Право человека на частную собственность есть, следовательно, право по своему усмотрению (a son gre), безотносительно к другим людям, независимо от общества, пользоваться своим имуществом и располагать им; оно — право своекорыстия. Эта индивидуальная свобода, как и это использование её, образует основу гражданского общества. Она ставит всякого человека в такое положение, при котором он рассматривает другого человека не как осуществление своей свободы, а, наоборот, как её предел. Но прежде всего она провозглашает право человека «пользоваться и располагать по своему усмотрению своим имуществом, своими доходами, плодами своего труда и своего усердия».
Остаются ещё другие права человека: равенство и безопасность.
Равенство берётся здесь в неполитическом смысле и есть не что иное, как равенство вышеописанной свободы, а именно: каждый человек одинаково рассматривается как такая самодовлеющая монада. Конституция 1795 г. определяет понятие этого равенства, сообразно его значению, в таком смысле:
Статья 3 (конституция 1795 г.): «Равенство состоит в том, что закон для всех одинаков, — защищает ли он или же карает».
А безопасность?
Статья 8 (конституция 1793 г.): «Безопасность основывается на защите, предоставляемой обществом каждому из своих членов с целью охраны его личности, его прав и его собственности».
Безопасность есть высшее социальное понятие гражданского общества, понятие полиции, понятие, согласно которому всё общество существует лишь для того, чтобы обеспечить каждому из своих членов неприкосновенность его личности, его прав и его собственности. В этом смысле Гегель называет гражданское общество «государством нужды и рассудка».
При помощи понятия безопасности гражданское общество не поднимается над своим эгоизмом. Безопасность есть, напротив, гарантия этого эгоизма.
Следовательно, ни одно из так называемых прав человека не выходит за пределы эгоистического человека, человека как члена гражданского общества, т. е. как индивида, замкнувшегося в себя, в свой частный интерес и частный произвол и обособившегося от общественного целого. Человек отнюдь не рассматривается в этих правах как родовое существо, — напротив, сама родовая жизнь, общество, рассматривается как внешняя для индивидов рамка, как ограничение их первоначальной самостоятельности. Единственной связью, объединяющей их, является естественная необходимость, потребность и частный интерес, сохранение своей собственности и своей эгоистической личности.

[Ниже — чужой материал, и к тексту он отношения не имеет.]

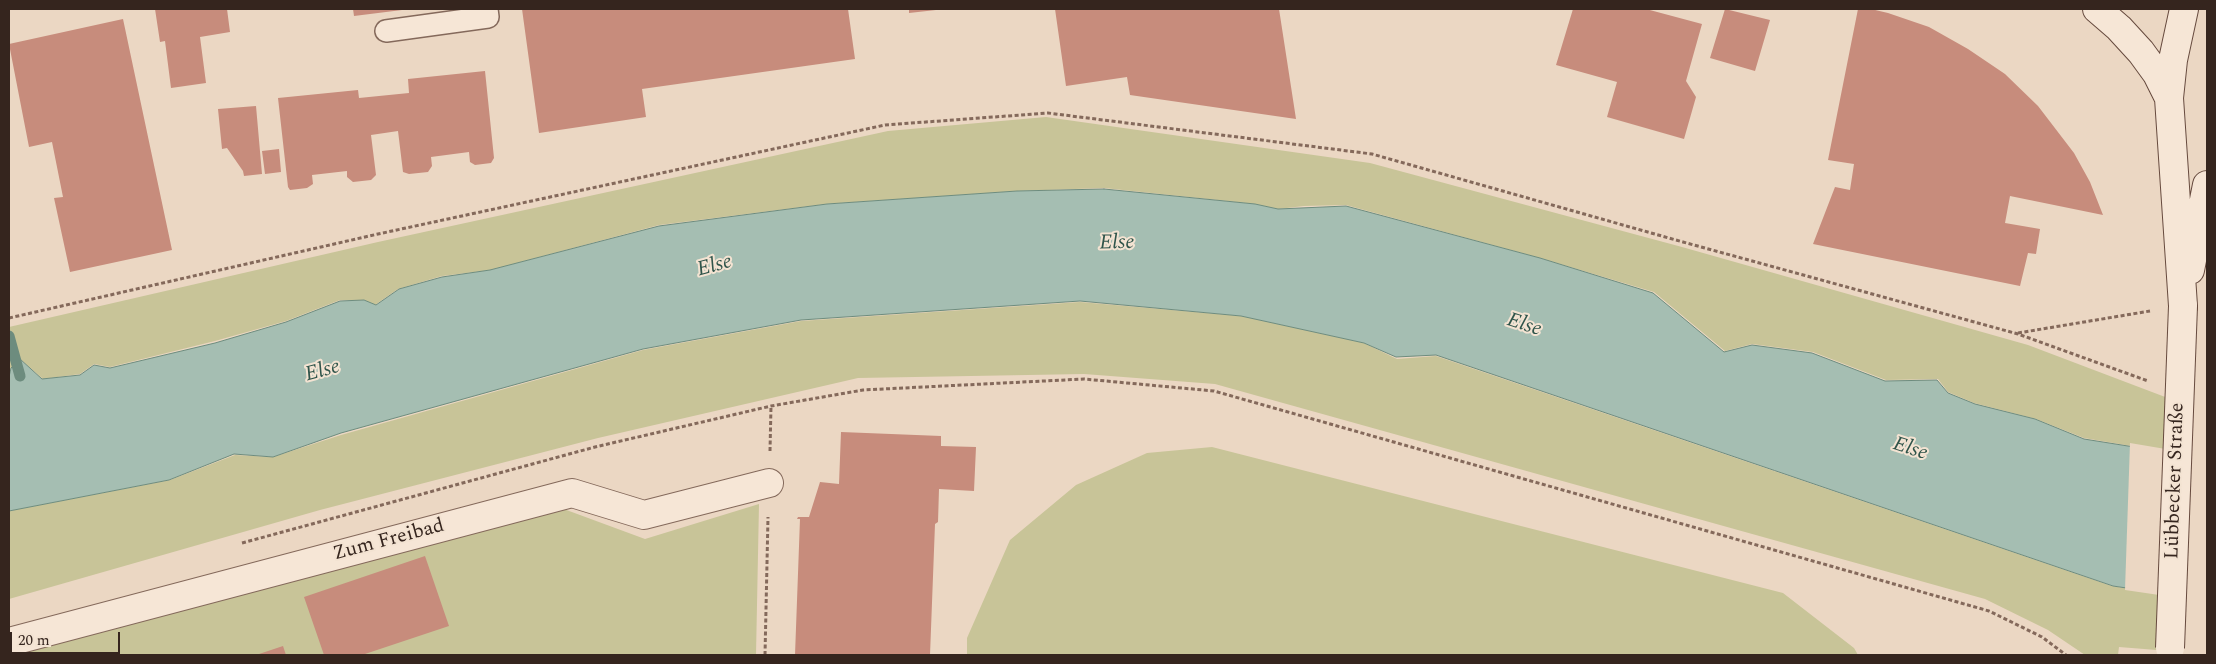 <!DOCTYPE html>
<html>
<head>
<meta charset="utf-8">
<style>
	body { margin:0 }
	#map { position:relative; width:2216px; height:664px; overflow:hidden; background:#ebd7c3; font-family:Spectral,serif }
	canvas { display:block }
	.frame { position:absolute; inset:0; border:10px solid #35251e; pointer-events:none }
	.scale { position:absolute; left:10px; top:632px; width:110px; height:22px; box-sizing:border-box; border:2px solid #35251e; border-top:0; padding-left:6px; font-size:15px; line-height:18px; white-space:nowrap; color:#35251e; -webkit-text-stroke:4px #f3e3d2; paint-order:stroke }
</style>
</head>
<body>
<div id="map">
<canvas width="2216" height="664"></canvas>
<div class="frame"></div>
<div class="scale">20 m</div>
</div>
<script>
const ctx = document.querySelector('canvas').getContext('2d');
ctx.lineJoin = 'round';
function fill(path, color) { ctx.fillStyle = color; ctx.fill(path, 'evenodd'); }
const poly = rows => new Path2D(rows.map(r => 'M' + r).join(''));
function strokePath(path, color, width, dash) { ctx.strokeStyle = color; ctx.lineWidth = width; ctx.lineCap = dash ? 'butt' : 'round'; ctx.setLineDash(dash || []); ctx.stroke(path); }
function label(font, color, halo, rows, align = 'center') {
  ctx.font = font + ' Spectral,serif'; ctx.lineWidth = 4; ctx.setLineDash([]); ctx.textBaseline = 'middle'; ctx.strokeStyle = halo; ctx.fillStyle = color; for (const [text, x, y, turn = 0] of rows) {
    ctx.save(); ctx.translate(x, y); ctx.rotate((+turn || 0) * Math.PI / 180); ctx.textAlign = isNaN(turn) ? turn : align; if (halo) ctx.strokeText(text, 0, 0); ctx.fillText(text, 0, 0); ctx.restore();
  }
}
fill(poly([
	[1046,117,1370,163,1682,247,2028,345,2181,403,2178,454,2084,438,2036,419,1974,403,1948,392,1938,379,1886,380,1813,352,1752,344,1725,351,1654,292,1540,258,1346,205,1304,206,1278,209,1255,204,1104,188,1017,191,826,204,659,225,491,270,442,276,398,289,375,305,364,300,340,300,286,321,215,341,110,367,94,364,80,374,43,379,20,359,11,368,9,375,9,327,378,242,888,131],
	[1080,302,1241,316,1364,343,1397,359,1436,356,2112,586,2172,596,2169,651,2119,647,2118,655,2085,655,2048,630,1985,599,1215,384,1084,374,858,378,598,438,320,510,9,599,9,511,170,480,235,455,273,457,341,435,643,350,801,321],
	[1212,447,1783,593,1854,648,1858,655,967,655,967,638,1010,540,1076,485,1147,453],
	[759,504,756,655,16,655,197,604,561,508,645,539]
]), '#c8c498');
const water = poly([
	[1104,189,1255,204,1278,209,1346,206,1540,258,1653,293,1724,352,1752,345,1812,353,1885,381,1937,380,1948,393,1975,404,2035,419,2084,439,2178,454,2207,600,2113,586,1436,355,1396,357,1364,343,1241,316,1080,301,801,320,643,349,341,433,273,457,234,454,169,480,9,511,9,377,11,368,20,359,42,379,80,375,94,365,110,368,215,343,286,322,340,301,364,300,376,305,399,289,442,277,490,270,659,226,827,204,1017,191,1104,189]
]);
fill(water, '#a5beb2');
strokePath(water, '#6d8c7e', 1);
fill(poly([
	[2130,443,2207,456,2207,602,2125,590]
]), '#ebd7c3');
strokePath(poly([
	[9,336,20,376]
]), '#6d8c7e', 11);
fill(poly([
	[155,9,227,9,230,32,200,37,206,83,171,88,165,41,160,42],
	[353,9,402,9,402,10,354,16],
	[522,9,848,9,855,59,642,89,646,117,539,133],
	[909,9,936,9,936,10,909,13],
	[1055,9,1279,9,1296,119,1130,95,1127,77,1066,86],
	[1573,9,1646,9,1702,24,1686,81,1696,97,1684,139,1607,117,1617,82,1556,65],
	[1725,9,1770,20,1755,71,1710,58],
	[1858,9,1871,9,1888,13,1929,27,1968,49,2005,74,2038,106,2074,153,2090,182,2103,215,2010,196,2005,223,2040,229,2036,254,2028,253,2020,286,1813,244,1835,187,1850,190,1854,164,1828,160],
	[123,19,172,250,70,272,54,198,63,197,52,142,29,147,9,44],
	[485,71,494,158,491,163,475,165,470,162,469,152,431,157,432,166,428,172,409,174,403,172,398,131,371,135,376,175,371,180,353,182,347,177,347,171,312,175,313,184,307,188,290,190,288,187,278,98,358,90,359,98,409,93,408,79],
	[256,106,262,174,244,176,243,171,227,148,222,149,218,109],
	[279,149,281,172,265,174,262,151],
	[841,432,941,436,941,446,976,447,974,491,939,489,938,522,935,524,930,655,795,655,800,519,797,519,798,517,809,517,820,482,839,484],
	[425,556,449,626,362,655,324,655,304,597],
	[283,646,286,655,256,655]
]), '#c78c7c');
const service = poly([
	[386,31,488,17,487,9]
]);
const minor = poly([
	[9,642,572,493,644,515,769,483]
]);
const secondary = poly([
	[2097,9,2119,28,2141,52,2157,74,2169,98],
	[2190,270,2207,185],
	[2183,306,2169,98,2173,60,2184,9]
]);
strokePath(service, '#84695b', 24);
strokePath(minor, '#84695b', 30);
strokePath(secondary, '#664a3e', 30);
strokePath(poly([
	[9,318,378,234,885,125,1048,113,1372,154,1683,242,2018,334,2148,381],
	[2018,333,2150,311],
	[770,451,771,406],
	[242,543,595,447,771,406,863,390,1084,379,1214,391,1989,611,2042,637,2066,655],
	[765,655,768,517]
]), '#84695b', 3, [4, 2.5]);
strokePath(service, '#f6e6d6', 21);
strokePath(minor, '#f6e6d6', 28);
strokePath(secondary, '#f6e6d6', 28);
const secondaryBridge = poly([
	[2170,648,2183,306]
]);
strokePath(secondaryBridge, '#664a3e', 30, []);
strokePath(secondaryBridge, '#f6e6d6', 28);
label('20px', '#35251e', '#f3e3d2', [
	["Lübbecker Straße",2176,481,-88],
	["Zum Freibad",389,541,-15]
]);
label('italic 21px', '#2f544a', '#f3e3d2', [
	["Else",1117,244,-1],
	["Else",715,267,-15],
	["Else",1524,326,18],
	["Else",323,372,-15],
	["Else",1910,450,18]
]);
</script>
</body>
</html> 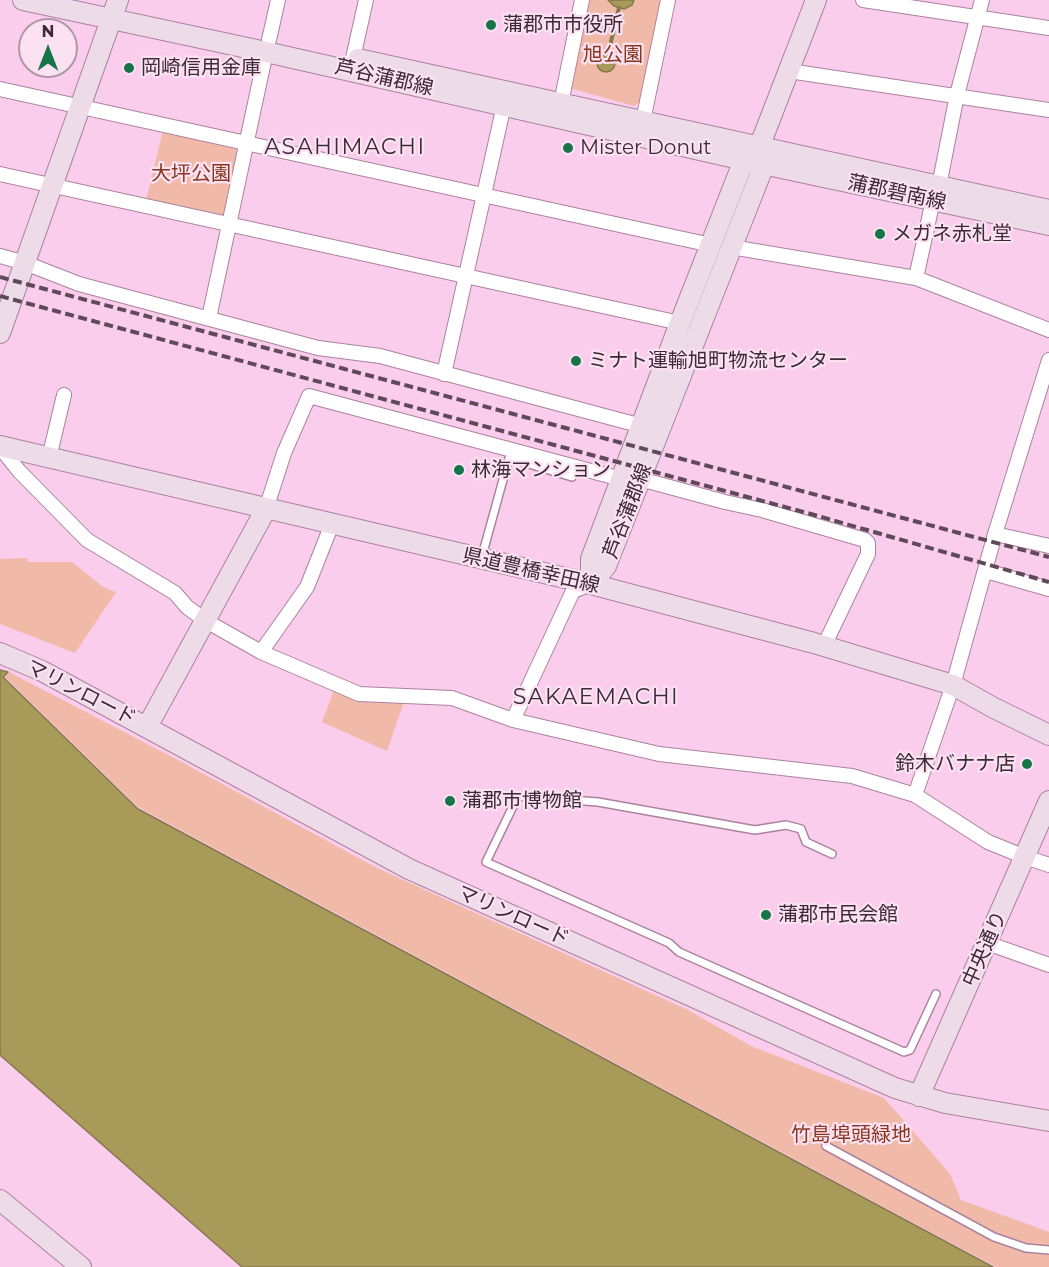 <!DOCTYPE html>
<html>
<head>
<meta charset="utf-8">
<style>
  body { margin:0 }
  #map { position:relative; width:1049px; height:1267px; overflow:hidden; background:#f9cdeb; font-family:Montserrat,sans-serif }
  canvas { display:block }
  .north { position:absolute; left:18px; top:18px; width:60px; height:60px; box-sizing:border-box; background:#fce1f3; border:2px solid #af98a7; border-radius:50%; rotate:0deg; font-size:16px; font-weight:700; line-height:24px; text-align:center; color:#3b2b36 }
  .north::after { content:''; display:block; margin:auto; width:21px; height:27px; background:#167449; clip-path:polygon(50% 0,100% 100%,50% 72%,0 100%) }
</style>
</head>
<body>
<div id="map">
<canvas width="1049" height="1267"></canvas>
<div class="north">N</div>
</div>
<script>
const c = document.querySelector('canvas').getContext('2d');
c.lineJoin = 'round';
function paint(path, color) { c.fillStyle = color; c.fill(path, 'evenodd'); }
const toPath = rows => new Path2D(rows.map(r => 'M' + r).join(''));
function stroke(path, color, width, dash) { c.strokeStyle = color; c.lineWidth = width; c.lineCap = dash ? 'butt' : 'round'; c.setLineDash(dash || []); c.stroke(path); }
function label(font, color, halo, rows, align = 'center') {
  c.font = font + ' Montserrat,"Noto Sans JP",sans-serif'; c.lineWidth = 4.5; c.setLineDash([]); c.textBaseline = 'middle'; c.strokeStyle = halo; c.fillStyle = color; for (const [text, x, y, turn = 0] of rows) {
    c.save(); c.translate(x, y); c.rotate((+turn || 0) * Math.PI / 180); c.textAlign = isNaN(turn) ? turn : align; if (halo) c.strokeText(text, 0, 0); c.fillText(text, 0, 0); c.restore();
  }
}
const green = toPath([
  [588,0,661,0,639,103,634,106,569,88],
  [163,131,235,148,238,153,228,218,146,200],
  [28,558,27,562,72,562,103,587,116,592,75,653,0,624,0,559],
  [9,672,174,758,377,868,688,1010,751,1046,884,1098,950,1174,961,1200,1049,1232,1049,1267,996,1267,138,807,4,676],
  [336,685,406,696,387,751,322,722]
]);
const water = toPath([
  [608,0,634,0,632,5,624,9,614,6,608,0],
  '597 63a9 9 0 1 1 18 0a9 9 0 1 1-18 0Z',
  [0,670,8,672,3,677,138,809,993,1267,242,1267,0,1055,0,670]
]);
const stream = toPath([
  [608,54,619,8]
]);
const lane = toPath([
  [482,556,509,458,572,477,575,466],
  [832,854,806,842,801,829,786,825,755,830,598,802,518,796,486,862,669,943,679,952,904,1052,910,1050,936,994],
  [826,1146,994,1237,1026,1248,1049,1250]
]);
const street = toPath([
  [863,0,1049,28],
  [269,40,278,0],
  [353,58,366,0],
  [789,71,1049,110],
  [0,89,711,245],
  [561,103,582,0],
  [643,121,668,0],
  [0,174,680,323],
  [939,186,957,95,982,0],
  [731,247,916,278,1049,330],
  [0,256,25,263,79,284,318,348,380,356,642,426],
  [916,278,933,200],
  [209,318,266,52],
  [444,374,504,105],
  [0,447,19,471,87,540,175,593,187,607,206,621,261,652,359,694,452,698,513,720,659,754,852,776,915,795,988,842,1025,857,1049,865],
  [49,458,64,395],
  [640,479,725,502,762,510,865,540,868,543,868,554,824,646],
  [266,509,284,453,309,396,621,479],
  [995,534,1049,546],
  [986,571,1049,589],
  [261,652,307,587,332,524],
  [513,720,573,591,591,584],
  [915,795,953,685,995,534,1049,360],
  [987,943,1049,965]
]);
const secondary = toPath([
  [23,0,266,52,744,160,1049,225],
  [358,59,1049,210],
  [0,333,118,0],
  [0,446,591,584,814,643,953,685,994,708,1049,735],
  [591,584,591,559,680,323,744,160,760,145,816,0],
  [591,584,606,566,764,165,762,154],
  [0,653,42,671,409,869,895,1088,945,1103,1049,1121],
  [147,727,266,509],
  [919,1096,1049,801],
  [0,1200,81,1267]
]);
const rail = toPath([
  [0,277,1049,557],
  [0,296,811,514,1049,582]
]);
const markers = [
  [491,25,6,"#167449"],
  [129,68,6,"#167449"],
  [568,148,6,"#167449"],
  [880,234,6,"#167449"],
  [576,361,6,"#167449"],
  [459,470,6,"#167449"],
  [1027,764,6,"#167449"],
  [450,801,6,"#167449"],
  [766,915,6,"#167449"]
];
const poiNames = [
  ["蒲郡市市役所",503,25],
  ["岡崎信用金庫",141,68],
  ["Mister Donut",580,148],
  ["メガネ赤札堂",892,234],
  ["ミナト運輸旭町物流センター",588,361],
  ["林海マンション",471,470],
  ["鈴木バナナ店",1015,764,"right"],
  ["蒲郡市博物館",462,801],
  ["蒲郡市民会館",778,915]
];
const parkNames = [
  ["旭公園",613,55],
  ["大坪公園",191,174],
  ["竹島埠頭緑地",851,1135]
];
const streetNames = [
  ["芦谷蒲郡線",384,78,13],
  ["蒲郡碧南線",897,193,12],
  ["芦谷蒲郡線",628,511,-69],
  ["県道豊橋幸田線",531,571,13],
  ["マリンロード",81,693,27],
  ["マリンロード",513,916,24],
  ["中央通り",985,949,-66]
];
const quarterNames = [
  ["ASAHIMACHI",345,148],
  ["SAKAEMACHI",596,698]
];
paint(green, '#f1b9a8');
paint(water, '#a89a59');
stroke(water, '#87794e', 1.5);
stroke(stream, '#87794e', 4);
stroke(lane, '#ab839f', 10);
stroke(street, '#ab839f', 16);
stroke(secondary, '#ab839f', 22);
stroke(lane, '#fff', 7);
stroke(street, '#fff', 14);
stroke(secondary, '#eedbe8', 20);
stroke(rail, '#604a59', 4, [9, 4.5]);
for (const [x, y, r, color] of markers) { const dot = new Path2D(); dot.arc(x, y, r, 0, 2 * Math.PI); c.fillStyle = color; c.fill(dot); stroke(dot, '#fce1f3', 2); }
label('20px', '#3b2b36', '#fce1f3', poiNames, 'left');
label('20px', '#88371e', '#fce1f3', parkNames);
label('20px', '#3b2b36', '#fce1f3', streetNames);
c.letterSpacing = '1.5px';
label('22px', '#3b2b36', '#fce1f3', quarterNames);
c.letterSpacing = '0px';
</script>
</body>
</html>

Загадочно уже то, каким образом народ, начинающий ещё только освобождать себя, разрушать все преграды между различными своими элементами, создавать политическую общность, — каким образом такой народ торжественно провозглашает право эгоистического человека, обособленного от других людей и от этой общности (Декларация 1791 г.). И это провозглашение повторяется затем в такой момент, когда одна только величайшая героическая самоотверженность может спасти нацию и когда требование подобной самоотверженности выдвигается поэтому с властной силой, — в такой момент, когда принесение в жертву всех интересов гражданского общества с необходимостью ставится в порядок дня, а эгоизм подлежит наказанию как преступление (Декларация прав человека и т. д., 1793 г.). Ещё более загадочным становится этот факт, когда мы видим, что государственно-гражданская жизнь, политическая общность, низводится деятелями политической эмансипации даже до роли простого средства для сохранения этих так называемых прав человека; что таким образом citoyen объявляется слугой эгоистического homme, а сфера, в которой человек выступает как общественное существо, ставится ниже той сферы, в которой он выступает как частное существо; что, наконец, не человек как citoyen, а человек как bourgeois считается собственно человеком и настоящим человеком.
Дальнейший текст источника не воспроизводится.